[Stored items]
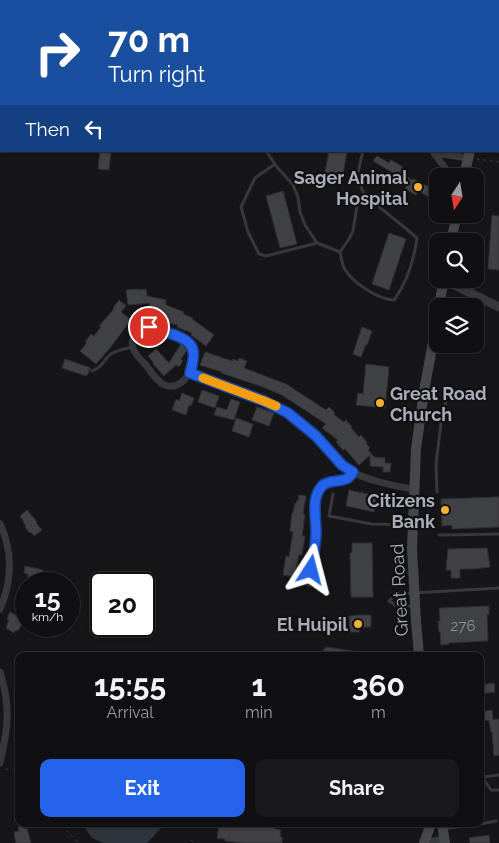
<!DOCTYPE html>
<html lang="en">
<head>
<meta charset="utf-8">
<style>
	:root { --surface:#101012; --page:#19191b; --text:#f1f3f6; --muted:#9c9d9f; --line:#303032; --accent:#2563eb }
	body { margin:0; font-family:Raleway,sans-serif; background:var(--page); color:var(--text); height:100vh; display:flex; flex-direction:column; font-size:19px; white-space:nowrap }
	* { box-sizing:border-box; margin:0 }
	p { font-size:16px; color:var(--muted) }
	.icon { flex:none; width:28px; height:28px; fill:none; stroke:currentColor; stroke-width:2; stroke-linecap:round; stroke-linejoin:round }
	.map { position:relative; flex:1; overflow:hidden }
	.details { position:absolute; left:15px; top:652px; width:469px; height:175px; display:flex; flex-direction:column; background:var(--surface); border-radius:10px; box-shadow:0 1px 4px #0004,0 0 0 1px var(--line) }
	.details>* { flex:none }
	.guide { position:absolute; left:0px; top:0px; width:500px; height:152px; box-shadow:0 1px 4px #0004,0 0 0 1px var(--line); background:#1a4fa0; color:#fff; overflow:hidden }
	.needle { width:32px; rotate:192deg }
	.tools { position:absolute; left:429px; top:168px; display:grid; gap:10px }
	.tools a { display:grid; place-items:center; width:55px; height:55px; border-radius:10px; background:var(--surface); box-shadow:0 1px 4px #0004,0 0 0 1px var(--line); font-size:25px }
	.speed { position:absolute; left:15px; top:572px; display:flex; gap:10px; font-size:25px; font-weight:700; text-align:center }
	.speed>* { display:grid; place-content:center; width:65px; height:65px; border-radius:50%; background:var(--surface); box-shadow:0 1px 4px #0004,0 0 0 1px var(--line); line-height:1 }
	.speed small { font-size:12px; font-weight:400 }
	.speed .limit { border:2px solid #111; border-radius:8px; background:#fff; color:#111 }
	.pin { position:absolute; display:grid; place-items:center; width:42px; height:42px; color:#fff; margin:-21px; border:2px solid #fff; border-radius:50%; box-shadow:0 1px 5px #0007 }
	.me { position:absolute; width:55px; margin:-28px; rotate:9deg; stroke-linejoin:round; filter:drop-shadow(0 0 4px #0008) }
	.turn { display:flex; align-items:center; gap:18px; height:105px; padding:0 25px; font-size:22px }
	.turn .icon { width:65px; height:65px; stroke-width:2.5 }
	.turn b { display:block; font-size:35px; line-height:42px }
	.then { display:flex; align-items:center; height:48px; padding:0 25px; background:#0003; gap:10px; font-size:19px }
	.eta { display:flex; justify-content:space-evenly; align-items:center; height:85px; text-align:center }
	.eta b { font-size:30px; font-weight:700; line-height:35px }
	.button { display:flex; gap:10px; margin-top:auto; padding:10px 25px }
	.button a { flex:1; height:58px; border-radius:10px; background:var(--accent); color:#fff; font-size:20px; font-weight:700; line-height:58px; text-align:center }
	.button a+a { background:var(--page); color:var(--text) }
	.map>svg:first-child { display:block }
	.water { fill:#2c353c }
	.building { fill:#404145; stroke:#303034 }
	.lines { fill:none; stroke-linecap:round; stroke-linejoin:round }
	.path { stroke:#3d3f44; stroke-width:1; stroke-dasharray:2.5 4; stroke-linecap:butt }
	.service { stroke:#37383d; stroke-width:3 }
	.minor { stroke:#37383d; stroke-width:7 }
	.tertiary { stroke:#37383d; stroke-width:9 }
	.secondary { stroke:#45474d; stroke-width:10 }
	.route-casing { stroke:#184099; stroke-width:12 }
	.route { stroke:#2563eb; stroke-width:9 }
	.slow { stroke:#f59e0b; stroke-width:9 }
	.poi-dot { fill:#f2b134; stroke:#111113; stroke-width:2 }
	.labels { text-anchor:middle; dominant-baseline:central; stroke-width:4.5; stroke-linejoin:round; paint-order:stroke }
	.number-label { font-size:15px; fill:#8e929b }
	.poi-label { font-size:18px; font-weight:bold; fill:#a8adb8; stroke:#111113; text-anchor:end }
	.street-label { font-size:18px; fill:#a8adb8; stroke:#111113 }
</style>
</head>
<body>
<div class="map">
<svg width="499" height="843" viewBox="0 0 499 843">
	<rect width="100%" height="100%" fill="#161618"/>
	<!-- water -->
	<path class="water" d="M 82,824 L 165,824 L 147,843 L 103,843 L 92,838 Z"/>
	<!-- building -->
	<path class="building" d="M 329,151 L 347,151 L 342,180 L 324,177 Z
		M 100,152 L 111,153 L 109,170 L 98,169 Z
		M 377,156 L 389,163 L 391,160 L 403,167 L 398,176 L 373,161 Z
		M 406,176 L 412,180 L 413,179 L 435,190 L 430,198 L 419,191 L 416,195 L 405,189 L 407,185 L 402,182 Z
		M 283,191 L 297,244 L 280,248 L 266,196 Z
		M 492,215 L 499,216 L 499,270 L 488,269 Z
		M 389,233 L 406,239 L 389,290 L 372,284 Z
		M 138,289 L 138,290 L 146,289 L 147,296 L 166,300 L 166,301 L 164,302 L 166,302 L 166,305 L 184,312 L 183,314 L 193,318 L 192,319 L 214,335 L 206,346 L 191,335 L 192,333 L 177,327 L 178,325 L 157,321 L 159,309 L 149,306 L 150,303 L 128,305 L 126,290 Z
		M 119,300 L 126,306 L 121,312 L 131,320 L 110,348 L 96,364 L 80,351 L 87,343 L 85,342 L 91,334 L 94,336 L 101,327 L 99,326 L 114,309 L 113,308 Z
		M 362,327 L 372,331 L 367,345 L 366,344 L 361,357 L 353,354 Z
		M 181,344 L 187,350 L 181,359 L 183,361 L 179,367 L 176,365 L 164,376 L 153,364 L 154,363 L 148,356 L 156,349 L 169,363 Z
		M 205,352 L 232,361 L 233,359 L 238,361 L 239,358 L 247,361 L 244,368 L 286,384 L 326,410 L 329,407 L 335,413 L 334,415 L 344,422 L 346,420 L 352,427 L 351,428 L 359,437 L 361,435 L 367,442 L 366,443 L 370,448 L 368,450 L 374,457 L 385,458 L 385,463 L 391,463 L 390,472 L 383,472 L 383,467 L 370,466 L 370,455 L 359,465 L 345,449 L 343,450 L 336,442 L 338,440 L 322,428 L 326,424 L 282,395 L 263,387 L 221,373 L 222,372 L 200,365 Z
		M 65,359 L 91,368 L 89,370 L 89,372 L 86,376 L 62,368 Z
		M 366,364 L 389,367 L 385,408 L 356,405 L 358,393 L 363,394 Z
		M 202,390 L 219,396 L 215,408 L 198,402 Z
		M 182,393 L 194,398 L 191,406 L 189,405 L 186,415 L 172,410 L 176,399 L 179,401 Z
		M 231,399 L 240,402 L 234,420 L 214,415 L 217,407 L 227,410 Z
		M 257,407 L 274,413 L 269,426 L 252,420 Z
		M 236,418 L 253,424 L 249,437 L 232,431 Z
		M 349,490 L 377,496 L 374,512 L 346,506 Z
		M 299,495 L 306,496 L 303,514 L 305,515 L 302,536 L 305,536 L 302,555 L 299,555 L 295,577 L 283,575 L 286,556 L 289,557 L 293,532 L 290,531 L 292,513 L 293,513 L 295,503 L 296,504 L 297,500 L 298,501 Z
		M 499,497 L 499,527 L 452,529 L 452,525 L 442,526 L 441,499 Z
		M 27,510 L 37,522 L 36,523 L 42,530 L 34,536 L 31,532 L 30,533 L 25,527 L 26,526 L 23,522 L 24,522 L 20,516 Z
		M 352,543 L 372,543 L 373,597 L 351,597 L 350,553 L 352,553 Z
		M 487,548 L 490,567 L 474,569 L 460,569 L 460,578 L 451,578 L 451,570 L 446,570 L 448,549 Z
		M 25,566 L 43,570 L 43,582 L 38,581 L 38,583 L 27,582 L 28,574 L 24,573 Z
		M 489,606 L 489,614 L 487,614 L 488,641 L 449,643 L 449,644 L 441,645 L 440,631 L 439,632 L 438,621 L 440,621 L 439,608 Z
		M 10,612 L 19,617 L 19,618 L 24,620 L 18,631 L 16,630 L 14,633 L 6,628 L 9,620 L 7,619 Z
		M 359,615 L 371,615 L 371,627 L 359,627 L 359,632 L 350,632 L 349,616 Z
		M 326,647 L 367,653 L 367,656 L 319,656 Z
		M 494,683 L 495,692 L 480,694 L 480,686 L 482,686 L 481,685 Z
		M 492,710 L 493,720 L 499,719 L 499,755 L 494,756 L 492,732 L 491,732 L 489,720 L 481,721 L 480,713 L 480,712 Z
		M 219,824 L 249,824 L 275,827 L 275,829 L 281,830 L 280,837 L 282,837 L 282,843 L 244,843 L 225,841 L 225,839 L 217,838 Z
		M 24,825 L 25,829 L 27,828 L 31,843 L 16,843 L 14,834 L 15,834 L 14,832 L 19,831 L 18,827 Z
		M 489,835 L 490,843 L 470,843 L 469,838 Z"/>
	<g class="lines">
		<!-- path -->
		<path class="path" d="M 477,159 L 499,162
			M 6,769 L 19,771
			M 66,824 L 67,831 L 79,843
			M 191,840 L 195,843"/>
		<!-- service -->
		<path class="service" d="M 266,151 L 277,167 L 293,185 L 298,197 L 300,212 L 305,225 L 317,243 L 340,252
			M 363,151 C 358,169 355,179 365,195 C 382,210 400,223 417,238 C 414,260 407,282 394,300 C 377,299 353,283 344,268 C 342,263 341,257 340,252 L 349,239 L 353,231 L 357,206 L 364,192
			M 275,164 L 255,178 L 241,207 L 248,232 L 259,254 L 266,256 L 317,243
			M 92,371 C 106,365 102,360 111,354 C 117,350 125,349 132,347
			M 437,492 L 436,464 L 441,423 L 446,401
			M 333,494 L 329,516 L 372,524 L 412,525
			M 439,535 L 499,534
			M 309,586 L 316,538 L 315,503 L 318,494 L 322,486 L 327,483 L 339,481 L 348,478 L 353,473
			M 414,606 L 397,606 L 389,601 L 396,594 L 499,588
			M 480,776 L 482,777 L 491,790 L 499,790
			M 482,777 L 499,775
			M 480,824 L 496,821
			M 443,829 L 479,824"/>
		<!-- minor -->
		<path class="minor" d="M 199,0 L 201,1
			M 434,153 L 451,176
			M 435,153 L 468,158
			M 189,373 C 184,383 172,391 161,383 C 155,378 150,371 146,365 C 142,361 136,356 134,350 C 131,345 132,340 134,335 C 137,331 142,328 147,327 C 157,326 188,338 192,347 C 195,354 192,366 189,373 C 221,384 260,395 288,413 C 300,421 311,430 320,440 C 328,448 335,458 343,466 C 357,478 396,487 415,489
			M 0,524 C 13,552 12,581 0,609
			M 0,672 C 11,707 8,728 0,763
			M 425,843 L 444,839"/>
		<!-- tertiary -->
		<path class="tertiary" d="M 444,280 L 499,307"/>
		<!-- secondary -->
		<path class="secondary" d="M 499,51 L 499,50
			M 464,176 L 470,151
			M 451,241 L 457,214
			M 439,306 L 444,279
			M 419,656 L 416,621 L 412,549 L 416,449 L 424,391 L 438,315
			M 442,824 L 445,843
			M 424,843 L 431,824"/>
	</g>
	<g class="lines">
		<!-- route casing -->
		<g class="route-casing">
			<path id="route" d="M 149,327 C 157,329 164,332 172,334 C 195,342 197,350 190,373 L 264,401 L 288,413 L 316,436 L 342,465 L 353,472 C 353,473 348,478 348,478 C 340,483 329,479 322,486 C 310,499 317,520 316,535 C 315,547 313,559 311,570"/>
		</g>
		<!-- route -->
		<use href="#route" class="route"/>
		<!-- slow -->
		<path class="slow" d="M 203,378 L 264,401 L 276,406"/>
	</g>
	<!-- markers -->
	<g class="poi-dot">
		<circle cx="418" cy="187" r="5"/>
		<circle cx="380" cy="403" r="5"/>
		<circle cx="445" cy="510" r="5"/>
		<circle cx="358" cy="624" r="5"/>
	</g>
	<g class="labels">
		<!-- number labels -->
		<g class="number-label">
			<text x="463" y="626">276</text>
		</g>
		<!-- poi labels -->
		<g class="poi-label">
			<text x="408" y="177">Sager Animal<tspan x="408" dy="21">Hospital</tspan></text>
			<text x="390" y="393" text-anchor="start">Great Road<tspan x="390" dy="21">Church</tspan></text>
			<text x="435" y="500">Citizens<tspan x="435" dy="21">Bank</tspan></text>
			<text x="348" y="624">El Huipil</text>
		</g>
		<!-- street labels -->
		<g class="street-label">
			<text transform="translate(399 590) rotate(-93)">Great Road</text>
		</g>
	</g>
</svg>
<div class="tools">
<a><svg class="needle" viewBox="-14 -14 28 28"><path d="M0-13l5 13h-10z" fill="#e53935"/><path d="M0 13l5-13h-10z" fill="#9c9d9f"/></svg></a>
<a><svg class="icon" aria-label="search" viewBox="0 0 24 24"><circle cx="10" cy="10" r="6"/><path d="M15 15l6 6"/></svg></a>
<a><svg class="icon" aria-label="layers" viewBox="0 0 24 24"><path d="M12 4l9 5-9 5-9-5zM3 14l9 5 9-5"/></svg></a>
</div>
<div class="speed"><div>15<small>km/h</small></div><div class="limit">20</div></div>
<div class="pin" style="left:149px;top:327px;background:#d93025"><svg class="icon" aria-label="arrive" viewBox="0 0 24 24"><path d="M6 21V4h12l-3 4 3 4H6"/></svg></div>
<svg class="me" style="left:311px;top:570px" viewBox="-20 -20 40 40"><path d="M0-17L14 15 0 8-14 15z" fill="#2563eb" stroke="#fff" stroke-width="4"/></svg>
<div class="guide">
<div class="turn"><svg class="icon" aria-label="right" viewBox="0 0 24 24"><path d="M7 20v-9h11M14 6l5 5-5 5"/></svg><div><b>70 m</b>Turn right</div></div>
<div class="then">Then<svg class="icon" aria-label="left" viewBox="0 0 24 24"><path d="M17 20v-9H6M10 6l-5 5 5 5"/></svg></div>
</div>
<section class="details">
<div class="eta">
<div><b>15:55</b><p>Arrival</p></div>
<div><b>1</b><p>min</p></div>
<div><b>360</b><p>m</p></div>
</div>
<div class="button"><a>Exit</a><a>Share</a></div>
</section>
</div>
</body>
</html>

* What you are asked to do *
Produce the lines from the first line of the entries through the line that contains "border:2px solid #111;", exactly, leaving the pictures behind.

* Answer *
<!DOCTYPE html>
<html lang="en">
<head>
<meta charset="utf-8">
<style>
	:root { --surface:#101012; --page:#19191b; --text:#f1f3f6; --muted:#9c9d9f; --line:#303032; --accent:#2563eb }
	body { margin:0; font-family:Raleway,sans-serif; background:var(--page); color:var(--text); height:100vh; display:flex; flex-direction:column; font-size:19px; white-space:nowrap }
	* { box-sizing:border-box; margin:0 }
	p { font-size:16px; color:var(--muted) }
	.icon { flex:none; width:28px; height:28px; fill:none; stroke:currentColor; stroke-width:2; stroke-linecap:round; stroke-linejoin:round }
	.map { position:relative; flex:1; overflow:hidden }
	.details { position:absolute; left:15px; top:652px; width:469px; height:175px; display:flex; flex-direction:column; background:var(--surface); border-radius:10px; box-shadow:0 1px 4px #0004,0 0 0 1px var(--line) }
	.details>* { flex:none }
	.guide { position:absolute; left:0px; top:0px; width:500px; height:152px; box-shadow:0 1px 4px #0004,0 0 0 1px var(--line); background:#1a4fa0; color:#fff; overflow:hidden }
	.needle { width:32px; rotate:192deg }
	.tools { position:absolute; left:429px; top:168px; display:grid; gap:10px }
	.tools a { display:grid; place-items:center; width:55px; height:55px; border-radius:10px; background:var(--surface); box-shadow:0 1px 4px #0004,0 0 0 1px var(--line); font-size:25px }
	.speed { position:absolute; left:15px; top:572px; display:flex; gap:10px; font-size:25px; font-weight:700; text-align:center }
	.speed>* { display:grid; place-content:center; width:65px; height:65px; border-radius:50%; background:var(--surface); box-shadow:0 1px 4px #0004,0 0 0 1px var(--line); line-height:1 }
	.speed small { font-size:12px; font-weight:400 }
	.speed .limit { border:2px solid #111; border-radius:8px; background:#fff; color:#111 }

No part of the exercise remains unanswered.